It’s a good thing February has an extra day this year. I needed it to ponder the unfolding story of the Zika virus, which earlier this month was declared by WHO to be an international public health emergency. (See: http://www.nytimes.com/2016/02/02/health/zika-virus-world-health-) A good review of this crisis was just published in Newsweek today: http://www.newsweek.com/2016/03/11/zika-microcephaly-connection-brazil-doctors-431427.html
When we first heard about this mosquito-borne virus and microcephaly, it was a tragic pediatric ethics story. It echoes in some ways the birth defects eventually linked to the drug, thalidomide. But the thalidomide births (which did not cause brain damage) led to the question of reproductive rights, and whether women had the right to terminate pregnancies they knew were affected, as they felt a moral obligation to prevent a harmed life. One of the most public cases of a woman desiring to terminate a thalidomide-affected fetus was Sherri Finkbine, who traveled to Sweden to have her abortion. See the 1962 story from the BBC here: (http://news.bbc.co.uk/onthisday/hi/dates/stories/august/26/newsid_3039000/3039322.stm). Finkbine was denied the right to an abortion by the Arizona courts before deciding to go to Sweden.

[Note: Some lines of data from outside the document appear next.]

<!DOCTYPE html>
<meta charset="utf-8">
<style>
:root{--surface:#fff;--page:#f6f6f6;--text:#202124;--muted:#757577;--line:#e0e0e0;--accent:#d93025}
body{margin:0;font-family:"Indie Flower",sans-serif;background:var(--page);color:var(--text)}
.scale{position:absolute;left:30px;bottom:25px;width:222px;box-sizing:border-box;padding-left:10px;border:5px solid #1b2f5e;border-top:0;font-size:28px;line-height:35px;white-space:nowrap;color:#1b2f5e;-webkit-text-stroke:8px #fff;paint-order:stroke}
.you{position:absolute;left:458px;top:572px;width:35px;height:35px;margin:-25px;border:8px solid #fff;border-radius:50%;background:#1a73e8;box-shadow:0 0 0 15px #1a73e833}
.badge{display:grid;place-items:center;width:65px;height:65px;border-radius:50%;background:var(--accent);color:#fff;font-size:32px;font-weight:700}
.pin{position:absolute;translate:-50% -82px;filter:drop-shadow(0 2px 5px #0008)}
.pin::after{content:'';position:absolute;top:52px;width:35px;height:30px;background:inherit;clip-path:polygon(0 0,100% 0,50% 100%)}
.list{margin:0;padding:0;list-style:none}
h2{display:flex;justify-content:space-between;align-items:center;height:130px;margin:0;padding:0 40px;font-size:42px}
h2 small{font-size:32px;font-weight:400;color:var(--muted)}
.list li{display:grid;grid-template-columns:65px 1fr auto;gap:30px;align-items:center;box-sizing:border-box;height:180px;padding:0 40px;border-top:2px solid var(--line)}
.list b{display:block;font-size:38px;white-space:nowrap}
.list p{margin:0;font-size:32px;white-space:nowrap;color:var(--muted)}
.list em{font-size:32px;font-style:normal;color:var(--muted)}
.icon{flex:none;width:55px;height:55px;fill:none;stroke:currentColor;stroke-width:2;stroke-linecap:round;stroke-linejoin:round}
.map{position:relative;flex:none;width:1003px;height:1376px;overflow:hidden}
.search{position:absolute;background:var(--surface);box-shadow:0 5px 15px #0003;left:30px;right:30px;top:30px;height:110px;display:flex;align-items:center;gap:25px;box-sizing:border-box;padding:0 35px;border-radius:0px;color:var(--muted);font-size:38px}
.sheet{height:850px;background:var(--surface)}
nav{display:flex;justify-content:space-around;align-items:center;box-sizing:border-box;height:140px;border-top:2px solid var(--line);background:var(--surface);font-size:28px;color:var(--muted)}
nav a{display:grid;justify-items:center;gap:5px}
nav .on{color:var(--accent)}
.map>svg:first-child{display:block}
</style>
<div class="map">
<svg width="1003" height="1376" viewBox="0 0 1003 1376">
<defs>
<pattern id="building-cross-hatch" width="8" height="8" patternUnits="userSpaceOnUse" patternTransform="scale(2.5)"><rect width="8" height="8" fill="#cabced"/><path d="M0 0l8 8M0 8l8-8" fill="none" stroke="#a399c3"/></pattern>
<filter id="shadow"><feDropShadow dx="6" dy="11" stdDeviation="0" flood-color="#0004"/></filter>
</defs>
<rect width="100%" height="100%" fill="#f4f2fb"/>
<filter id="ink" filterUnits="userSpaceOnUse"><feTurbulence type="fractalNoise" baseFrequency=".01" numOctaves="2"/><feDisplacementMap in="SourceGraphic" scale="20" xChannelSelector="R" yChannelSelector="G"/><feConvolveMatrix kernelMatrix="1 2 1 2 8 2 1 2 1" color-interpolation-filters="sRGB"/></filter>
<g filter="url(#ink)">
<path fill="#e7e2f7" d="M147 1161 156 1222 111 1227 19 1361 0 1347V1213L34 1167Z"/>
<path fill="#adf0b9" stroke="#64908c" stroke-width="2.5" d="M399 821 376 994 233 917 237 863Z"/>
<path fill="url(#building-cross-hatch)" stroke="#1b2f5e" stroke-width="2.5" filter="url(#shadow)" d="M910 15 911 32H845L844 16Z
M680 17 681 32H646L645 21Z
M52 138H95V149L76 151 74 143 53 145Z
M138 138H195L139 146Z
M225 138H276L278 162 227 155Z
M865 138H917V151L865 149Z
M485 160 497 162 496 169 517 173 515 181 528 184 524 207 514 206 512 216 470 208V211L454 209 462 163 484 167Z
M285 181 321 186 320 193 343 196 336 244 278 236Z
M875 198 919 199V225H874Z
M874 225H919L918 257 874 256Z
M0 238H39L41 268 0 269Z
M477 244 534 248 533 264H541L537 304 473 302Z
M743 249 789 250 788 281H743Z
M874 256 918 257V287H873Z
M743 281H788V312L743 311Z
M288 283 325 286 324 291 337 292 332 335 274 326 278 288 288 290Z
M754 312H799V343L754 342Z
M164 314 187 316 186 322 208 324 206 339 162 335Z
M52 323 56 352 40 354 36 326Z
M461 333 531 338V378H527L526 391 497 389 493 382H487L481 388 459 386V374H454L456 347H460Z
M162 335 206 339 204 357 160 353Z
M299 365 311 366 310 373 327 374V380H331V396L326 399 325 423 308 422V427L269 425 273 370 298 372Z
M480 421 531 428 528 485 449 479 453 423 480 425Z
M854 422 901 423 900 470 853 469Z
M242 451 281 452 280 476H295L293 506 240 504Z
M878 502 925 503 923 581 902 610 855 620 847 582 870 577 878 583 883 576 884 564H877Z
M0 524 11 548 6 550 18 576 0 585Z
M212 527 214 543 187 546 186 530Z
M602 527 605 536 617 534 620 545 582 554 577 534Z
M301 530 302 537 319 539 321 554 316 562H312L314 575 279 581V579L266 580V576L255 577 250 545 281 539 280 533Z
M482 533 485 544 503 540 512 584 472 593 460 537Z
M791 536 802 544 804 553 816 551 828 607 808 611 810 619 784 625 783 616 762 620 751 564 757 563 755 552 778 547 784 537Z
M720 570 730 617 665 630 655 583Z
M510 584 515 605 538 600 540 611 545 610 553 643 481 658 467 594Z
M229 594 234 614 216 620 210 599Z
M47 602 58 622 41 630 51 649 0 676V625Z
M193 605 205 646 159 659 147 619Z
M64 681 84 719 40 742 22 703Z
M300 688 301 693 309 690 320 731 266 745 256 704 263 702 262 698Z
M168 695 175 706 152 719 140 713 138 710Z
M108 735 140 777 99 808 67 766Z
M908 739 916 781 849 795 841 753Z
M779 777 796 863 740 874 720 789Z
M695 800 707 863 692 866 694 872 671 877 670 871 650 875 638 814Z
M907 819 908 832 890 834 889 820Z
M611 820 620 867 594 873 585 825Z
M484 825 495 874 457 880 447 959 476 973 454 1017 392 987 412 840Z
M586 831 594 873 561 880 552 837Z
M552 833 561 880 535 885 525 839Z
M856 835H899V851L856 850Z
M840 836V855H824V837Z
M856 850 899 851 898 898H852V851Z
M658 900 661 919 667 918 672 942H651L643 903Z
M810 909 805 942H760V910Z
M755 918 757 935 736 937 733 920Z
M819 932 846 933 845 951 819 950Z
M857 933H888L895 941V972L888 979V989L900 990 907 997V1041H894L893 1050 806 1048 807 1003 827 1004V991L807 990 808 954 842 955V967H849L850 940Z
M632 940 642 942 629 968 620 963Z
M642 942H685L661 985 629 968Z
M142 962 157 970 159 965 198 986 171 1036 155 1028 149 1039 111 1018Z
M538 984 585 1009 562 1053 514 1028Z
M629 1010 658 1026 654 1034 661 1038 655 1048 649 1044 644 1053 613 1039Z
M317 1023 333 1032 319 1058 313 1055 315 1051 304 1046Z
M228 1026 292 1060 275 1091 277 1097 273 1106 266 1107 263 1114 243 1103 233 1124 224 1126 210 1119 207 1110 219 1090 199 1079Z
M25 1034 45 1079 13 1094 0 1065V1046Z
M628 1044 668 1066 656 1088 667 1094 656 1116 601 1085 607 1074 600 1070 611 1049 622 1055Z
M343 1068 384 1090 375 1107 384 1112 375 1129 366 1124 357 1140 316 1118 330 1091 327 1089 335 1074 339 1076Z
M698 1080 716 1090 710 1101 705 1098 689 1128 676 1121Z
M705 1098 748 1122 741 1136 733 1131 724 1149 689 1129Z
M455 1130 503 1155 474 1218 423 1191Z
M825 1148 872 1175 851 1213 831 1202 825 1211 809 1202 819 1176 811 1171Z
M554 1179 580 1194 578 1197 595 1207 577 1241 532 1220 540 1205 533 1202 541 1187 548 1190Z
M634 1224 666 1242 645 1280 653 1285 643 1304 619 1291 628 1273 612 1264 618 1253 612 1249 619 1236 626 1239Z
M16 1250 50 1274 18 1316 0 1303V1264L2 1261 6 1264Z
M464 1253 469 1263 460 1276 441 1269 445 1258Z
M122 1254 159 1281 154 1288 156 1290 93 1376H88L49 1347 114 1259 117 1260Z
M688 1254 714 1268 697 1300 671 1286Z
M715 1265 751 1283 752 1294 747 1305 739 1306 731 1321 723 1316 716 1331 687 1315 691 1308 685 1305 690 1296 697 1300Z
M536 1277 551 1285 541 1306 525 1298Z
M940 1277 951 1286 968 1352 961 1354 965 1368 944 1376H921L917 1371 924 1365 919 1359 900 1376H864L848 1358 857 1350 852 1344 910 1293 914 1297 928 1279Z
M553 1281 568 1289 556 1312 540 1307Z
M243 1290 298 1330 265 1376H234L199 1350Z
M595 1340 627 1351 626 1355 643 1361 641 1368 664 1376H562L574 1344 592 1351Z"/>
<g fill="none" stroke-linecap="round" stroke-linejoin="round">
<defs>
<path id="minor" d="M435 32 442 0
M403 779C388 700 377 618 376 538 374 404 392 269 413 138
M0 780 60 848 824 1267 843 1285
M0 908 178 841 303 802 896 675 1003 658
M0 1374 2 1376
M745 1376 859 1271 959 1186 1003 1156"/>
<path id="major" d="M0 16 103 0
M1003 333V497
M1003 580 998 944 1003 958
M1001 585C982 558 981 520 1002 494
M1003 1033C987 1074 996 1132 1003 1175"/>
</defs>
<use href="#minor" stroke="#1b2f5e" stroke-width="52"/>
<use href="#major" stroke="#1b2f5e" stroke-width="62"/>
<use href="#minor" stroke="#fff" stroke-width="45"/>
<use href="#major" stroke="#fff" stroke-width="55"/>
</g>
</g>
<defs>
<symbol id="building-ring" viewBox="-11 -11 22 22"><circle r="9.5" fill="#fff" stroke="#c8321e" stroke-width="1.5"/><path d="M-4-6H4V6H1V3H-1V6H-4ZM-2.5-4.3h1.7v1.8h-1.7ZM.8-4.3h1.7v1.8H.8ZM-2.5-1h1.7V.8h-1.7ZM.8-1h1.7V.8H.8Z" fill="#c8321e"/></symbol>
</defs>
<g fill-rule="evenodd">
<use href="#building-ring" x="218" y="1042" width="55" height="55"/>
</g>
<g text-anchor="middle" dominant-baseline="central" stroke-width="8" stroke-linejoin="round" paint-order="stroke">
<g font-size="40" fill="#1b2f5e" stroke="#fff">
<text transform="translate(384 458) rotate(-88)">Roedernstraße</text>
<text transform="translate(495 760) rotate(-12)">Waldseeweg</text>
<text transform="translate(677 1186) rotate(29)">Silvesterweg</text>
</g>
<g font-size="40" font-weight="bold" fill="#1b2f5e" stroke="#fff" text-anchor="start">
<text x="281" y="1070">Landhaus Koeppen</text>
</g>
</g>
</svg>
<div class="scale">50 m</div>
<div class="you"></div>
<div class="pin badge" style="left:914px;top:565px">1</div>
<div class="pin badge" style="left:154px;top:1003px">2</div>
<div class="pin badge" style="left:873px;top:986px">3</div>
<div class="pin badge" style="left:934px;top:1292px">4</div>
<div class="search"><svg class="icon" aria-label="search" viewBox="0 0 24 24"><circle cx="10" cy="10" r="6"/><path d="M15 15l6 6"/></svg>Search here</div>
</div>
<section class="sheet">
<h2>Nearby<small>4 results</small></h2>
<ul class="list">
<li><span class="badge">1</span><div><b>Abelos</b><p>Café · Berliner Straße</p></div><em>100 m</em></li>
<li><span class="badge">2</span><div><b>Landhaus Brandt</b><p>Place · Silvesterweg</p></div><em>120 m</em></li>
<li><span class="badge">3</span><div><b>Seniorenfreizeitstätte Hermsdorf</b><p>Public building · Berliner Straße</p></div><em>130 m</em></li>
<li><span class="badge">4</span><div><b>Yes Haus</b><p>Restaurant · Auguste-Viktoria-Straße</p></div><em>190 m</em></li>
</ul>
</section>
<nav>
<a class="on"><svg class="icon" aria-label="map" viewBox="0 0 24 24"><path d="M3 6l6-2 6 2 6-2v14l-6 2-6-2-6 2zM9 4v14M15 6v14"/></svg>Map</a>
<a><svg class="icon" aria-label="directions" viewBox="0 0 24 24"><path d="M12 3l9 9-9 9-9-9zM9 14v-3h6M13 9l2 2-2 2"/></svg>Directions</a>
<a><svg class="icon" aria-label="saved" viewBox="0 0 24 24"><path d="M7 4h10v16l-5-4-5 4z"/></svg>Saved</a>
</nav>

Now, over 50 years later in Brazil, women are facing the same dilemma from an insidious cause that is not a drug, but a bug. In a Catholic country where abortion is not accessible, women without means are having babies with microcephaly, resulting in severe impairment. A multidisciplinary group of Brazilian experts are now petitioning the supreme court to allow abortions for women who have contracted the virus. (See: http://www.bbc.com/news/health-3543568). In Columbia, where women with the virus have access to abortion, fewer cases of microcephaly have been seen. (See: http://www.nytimes.com/2016/02/16/world/americas/zika-virus-in-colombia-presents-complicated-choice-about-abortion.html). The Zika virus has also ignited feminist ethics questions with respect to unfair burdens on women solely because of their biological vulnerabilities (See: https://www.bostonglobe.com/ideas/2016/02/07/zika-reproductive-rights-issue/U5HBV4u3J5HPscGUcJHefI/story.html).
Clearly, when poor countries are facing epidemic rates of catastrophic birth outcomes that could be prevented, other distributive justice questions are raised, which has forced even the Catholic Church to reconsider its positions. The Pope has declared that birth control is permissible until Zika is under control. (See: http://www.motherjones.com/mojo/2016/02/pope-francis-zika-abortion-contraception-microcephaly).
Talk about a Leap of Faith on this February 29, 2016.